Crashing iPad App Grounds Dozens of American Airline Flights
infolation writes: American Airlines was forced to delay multiple flights on Tuesday night after the iPad app used by pilots crashed. Introduced in 2013, the cockpit iPads are used as an "electronic flight bag," replacing 16kg (35lb) of paper manuals which pilots are typically required to carry on flights. In some cases, the flights had to return to the gate to access Wi-Fi to fix the issue.
Now there's a technology fail for you.
Reminds me of a US naval ship being towed to shore because Windows NT crashed.

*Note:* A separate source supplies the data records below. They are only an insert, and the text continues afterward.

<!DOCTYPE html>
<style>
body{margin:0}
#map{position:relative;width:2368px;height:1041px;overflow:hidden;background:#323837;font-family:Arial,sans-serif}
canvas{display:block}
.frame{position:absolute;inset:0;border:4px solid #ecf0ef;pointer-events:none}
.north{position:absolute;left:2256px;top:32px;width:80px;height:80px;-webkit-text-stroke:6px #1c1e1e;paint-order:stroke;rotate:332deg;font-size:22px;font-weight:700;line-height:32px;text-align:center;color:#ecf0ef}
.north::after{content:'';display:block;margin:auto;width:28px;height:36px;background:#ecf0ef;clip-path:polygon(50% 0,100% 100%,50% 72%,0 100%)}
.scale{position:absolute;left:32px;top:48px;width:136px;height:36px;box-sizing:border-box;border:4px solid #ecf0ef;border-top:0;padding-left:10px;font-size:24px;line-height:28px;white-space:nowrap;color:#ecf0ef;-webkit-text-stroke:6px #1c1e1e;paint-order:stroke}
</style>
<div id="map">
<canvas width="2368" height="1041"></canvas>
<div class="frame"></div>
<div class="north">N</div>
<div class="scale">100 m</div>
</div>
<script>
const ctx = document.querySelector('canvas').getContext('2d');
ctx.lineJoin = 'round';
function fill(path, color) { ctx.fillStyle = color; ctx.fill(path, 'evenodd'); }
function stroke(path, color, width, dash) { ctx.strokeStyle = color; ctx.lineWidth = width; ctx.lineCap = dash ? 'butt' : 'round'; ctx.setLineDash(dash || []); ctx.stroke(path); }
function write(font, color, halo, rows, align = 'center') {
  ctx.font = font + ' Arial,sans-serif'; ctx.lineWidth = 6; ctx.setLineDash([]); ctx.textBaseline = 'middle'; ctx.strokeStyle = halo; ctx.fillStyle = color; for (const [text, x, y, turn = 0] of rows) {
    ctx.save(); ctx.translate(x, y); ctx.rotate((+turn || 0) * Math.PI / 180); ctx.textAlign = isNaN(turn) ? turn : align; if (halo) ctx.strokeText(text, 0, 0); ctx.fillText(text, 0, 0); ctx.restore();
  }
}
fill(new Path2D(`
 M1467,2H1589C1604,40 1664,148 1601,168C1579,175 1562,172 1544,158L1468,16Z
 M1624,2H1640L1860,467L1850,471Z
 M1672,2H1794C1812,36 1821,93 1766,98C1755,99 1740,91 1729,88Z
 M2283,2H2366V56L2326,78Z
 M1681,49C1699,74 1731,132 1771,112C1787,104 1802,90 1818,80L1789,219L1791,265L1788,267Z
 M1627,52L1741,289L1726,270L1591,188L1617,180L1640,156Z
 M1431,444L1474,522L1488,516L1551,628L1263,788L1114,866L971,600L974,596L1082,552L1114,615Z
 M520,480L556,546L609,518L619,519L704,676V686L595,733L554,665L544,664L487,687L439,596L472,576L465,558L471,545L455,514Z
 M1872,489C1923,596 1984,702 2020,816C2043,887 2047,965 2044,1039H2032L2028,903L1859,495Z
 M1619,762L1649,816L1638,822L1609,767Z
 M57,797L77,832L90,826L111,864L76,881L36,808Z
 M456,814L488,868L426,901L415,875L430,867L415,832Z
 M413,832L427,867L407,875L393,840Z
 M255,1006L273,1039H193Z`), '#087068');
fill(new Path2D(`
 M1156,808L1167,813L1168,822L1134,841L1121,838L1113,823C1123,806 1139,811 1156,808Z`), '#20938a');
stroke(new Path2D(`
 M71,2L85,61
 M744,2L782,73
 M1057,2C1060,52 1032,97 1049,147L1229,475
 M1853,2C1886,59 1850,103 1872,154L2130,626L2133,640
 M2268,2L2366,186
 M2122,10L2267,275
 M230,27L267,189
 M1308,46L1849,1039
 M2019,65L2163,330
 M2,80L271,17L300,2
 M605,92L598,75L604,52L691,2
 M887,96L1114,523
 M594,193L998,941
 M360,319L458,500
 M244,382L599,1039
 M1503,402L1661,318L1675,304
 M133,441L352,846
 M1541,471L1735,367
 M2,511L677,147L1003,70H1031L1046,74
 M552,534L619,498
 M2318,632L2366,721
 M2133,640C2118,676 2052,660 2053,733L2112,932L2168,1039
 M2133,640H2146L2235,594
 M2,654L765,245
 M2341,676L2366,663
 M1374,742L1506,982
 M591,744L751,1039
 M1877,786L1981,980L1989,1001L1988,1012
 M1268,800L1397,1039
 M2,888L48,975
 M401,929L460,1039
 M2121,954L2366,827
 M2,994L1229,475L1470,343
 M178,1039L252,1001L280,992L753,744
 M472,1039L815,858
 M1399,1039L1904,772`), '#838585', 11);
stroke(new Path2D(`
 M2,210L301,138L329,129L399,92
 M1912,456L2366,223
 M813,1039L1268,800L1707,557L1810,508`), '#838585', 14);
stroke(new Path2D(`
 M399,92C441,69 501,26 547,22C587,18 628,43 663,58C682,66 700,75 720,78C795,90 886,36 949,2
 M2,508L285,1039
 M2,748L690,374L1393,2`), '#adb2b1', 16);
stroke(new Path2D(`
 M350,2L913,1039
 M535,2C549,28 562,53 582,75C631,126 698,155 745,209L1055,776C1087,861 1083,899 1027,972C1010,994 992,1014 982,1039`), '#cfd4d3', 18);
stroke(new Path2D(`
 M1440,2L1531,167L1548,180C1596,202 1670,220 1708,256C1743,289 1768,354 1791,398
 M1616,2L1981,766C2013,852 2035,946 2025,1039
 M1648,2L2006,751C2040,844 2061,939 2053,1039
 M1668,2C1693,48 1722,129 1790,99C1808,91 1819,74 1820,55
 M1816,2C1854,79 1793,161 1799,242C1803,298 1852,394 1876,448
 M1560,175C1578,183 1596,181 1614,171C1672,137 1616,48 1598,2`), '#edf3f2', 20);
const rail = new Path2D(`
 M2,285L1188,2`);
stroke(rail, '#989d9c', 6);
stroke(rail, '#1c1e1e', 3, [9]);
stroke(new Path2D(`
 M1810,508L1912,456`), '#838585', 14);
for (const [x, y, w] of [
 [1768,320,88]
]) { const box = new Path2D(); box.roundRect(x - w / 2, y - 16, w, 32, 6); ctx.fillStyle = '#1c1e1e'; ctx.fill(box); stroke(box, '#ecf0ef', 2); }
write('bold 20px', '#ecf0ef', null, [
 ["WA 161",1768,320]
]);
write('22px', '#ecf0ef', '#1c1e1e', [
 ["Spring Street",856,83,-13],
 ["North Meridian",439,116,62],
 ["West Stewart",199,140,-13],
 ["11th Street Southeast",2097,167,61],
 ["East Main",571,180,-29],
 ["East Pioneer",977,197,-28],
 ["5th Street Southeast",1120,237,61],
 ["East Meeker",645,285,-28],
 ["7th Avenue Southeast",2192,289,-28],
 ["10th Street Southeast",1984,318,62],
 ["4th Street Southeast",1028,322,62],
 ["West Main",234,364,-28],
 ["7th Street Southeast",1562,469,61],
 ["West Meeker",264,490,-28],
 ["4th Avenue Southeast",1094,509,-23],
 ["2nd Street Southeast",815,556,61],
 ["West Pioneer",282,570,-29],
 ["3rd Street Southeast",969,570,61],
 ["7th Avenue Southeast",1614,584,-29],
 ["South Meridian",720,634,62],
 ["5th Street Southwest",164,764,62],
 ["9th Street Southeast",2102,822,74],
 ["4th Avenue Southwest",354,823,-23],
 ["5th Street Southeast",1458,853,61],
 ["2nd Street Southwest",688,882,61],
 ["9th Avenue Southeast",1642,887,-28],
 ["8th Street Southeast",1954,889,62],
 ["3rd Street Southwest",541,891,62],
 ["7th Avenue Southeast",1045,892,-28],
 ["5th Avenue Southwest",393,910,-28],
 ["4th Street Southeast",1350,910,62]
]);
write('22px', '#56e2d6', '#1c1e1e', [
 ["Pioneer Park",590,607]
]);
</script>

I guess this is a problem when you have consumer technology being used in mission critical environments.
Lost at C:>. Found at C.
Let's see these AA iPads and the software for what they really are: pieces of business-critical software / hardware. Which means that they have to treat it like any other combination of business critical software and hardware. The entire configuration is frozen, software, OS, patches and all, and any change is thoroughly tested before it is pushed to the production devices.
So what happened? One news item hints at a recent update causing the issue. Where did the update come from? Was iOS updated, or the app? Was this update tested before being rolled out?
If construction was anything like programming, an incorrectly fitted lock would bring down the entire building...
Right... because running a different operating system would have stopped a 3rd party application from crashing. >.